BNPT: Teroris di Indonesia Mulai Gunakan Bom Cair

  • Yudha Satriawan

Kepala Badan Nasional Penanggulangan Terorisme (BNPT) Ansyaad Mbai (kanan). (VOA/Yudha Satriawan)

Badan Nasional Penanggulangan Terorisme (BNPT) menemukan sejumlah kelompok teroris di Indonesia mulai menggunakan bom cair nitrogliserin yang jauh lebih berbahaya.
Kepala Badan Nasional Penanggulangan Terorisme (BNPT) Ansyaad Mbai, dalam sebuah kampanye anti-terorisme di Solo Kamis (27/6), mengatakan sejumlah kelompok teroris di Indonesia mulai bergeser pada bom cair nitrogliserin yang jauh lebih berbahaya.
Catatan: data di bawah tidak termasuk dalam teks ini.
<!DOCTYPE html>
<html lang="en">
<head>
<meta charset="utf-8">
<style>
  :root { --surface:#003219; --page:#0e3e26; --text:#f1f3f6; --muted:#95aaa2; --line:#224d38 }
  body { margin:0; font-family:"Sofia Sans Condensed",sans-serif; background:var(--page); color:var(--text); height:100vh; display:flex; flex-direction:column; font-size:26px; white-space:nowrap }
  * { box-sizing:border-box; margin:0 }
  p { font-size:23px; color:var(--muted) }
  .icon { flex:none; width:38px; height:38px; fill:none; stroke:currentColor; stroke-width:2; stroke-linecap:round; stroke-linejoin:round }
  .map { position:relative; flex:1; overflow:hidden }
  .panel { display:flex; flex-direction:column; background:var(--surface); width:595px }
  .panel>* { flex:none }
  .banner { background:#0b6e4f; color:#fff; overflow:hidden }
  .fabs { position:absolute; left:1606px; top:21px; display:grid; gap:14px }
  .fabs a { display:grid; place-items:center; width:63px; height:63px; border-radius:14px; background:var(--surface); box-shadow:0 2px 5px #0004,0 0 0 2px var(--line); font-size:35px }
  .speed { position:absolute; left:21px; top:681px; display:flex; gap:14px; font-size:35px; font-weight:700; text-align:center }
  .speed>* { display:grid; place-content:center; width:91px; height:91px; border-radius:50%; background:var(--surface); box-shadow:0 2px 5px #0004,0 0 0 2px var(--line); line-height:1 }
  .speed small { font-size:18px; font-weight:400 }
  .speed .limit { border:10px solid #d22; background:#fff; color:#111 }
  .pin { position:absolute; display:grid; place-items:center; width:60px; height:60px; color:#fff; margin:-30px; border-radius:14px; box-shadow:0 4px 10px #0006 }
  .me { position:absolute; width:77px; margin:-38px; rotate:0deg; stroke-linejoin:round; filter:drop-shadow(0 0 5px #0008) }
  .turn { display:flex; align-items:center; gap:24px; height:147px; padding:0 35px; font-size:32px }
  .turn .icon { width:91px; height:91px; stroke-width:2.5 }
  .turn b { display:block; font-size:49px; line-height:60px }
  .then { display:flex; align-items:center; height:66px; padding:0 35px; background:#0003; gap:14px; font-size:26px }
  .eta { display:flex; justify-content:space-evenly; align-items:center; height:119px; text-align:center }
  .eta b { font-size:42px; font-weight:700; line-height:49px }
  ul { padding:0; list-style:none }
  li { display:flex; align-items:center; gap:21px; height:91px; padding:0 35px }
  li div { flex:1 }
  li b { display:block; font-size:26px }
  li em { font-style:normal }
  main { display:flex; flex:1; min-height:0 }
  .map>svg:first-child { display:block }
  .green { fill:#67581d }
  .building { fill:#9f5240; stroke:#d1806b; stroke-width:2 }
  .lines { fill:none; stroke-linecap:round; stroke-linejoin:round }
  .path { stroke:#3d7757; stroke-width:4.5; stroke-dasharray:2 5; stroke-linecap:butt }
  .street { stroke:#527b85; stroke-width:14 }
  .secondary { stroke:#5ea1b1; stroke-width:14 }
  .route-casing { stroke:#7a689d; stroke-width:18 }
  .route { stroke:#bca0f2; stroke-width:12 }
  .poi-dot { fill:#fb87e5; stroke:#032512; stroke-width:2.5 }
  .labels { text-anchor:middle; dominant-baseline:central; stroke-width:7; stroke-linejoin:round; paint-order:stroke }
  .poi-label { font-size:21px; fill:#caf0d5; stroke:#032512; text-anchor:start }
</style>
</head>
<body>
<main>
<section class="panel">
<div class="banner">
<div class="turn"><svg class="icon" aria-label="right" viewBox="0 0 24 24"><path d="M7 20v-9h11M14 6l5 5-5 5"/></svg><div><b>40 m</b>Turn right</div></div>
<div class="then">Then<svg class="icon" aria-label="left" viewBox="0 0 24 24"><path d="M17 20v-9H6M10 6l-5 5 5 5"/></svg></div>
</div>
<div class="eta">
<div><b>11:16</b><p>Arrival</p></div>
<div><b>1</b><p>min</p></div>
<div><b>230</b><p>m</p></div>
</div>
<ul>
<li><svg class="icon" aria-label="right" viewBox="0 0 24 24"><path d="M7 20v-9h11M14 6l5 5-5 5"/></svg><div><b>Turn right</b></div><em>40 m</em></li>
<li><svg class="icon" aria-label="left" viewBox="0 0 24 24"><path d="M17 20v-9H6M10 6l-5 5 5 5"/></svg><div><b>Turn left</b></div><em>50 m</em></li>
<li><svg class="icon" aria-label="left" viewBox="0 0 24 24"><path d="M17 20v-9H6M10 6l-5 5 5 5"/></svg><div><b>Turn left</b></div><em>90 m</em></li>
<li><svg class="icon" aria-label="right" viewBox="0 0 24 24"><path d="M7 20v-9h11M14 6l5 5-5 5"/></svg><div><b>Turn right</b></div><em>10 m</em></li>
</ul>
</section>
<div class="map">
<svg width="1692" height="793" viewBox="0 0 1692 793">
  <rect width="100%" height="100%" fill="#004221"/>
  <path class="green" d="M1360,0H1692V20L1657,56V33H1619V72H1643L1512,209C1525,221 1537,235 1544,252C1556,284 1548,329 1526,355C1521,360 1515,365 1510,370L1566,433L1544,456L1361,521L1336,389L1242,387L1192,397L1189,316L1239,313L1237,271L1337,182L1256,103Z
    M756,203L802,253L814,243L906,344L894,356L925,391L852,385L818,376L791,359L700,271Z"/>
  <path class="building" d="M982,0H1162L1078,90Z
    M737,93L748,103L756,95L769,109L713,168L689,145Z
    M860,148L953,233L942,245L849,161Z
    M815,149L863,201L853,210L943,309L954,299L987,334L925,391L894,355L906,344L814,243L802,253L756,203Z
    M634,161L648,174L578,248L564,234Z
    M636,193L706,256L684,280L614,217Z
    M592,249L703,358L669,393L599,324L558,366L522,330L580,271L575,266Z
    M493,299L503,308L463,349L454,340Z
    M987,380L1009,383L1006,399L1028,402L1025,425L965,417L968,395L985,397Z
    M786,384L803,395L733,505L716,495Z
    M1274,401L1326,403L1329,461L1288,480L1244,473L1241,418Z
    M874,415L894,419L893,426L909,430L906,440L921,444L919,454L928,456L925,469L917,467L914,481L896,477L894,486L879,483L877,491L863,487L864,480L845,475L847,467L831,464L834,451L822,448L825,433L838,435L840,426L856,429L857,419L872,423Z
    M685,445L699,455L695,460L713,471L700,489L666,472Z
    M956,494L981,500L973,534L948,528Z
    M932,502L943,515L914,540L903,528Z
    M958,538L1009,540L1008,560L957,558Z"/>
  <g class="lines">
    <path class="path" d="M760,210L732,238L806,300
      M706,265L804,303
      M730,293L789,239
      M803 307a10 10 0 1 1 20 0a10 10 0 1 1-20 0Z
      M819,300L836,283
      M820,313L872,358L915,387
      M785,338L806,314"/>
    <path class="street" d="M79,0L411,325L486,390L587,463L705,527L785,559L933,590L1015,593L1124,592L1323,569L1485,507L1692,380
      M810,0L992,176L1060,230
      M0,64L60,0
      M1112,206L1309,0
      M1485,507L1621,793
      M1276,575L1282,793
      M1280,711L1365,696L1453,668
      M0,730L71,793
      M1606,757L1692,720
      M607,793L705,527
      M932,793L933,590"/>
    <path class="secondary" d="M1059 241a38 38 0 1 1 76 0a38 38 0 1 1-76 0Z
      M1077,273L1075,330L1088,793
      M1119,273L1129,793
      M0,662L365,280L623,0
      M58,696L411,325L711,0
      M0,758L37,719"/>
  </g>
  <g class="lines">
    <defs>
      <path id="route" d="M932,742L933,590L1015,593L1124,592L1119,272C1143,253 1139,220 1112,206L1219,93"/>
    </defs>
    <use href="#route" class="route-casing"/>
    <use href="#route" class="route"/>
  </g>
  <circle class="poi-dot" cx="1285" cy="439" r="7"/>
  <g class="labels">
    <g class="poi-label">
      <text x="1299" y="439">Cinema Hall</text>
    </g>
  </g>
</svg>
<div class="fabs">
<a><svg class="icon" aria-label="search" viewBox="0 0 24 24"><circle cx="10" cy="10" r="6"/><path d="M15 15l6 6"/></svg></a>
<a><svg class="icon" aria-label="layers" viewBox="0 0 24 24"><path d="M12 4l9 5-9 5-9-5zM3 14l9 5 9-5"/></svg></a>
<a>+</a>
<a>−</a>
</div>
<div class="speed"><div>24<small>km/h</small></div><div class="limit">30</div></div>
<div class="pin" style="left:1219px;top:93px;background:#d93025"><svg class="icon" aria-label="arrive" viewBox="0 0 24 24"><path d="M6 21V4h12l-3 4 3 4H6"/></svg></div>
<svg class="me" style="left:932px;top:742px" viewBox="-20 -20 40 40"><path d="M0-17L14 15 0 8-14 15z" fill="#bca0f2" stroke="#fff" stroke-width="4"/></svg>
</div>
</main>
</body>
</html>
Ia mengatakan Solo merupakan pusat perakitan bom cair nitrogliserin jaringan kelompok teroris. Sebagaimana diketahui, penggunaan bahan peledak cair nitrogliserin diungkap pasukan Detasemen Khusus (Densus) Antiteror tahun lalu setelah menangkap kelompok jaringan teroris Badri di Solo.

“Ini catatan serius bagi BNPT. Penggunaan bahan peledak cair, nitrogliserin, itu sangat berbahaya. Dunia internasional menaruh perhatian serius aksi terorisme menggunakan bom nitrogliserin,” ujarnya.

“Kalau dari sisi kuantitas korban bom, ya jelas menurun, jauh lebih rendah. Kalau dulu bom Bali I dan beberapa tempat, itu jumlah korban jiwa itu hingga ratusan, tapi sekarang ternyata hanya mampu membunuh pelaku sendiri.”

Bekas pentolan Jamaah Islamiyah, Abdurrahman Ayub, yang mengenal dekat tokoh al-Qaida, Osama Bin Laden dan Hambali, mengatakan hanya ada beberapa kelompok jaringan terorisme di Indonesia yang memiliki kemampuan membuat bom cair dari nitrogliserin.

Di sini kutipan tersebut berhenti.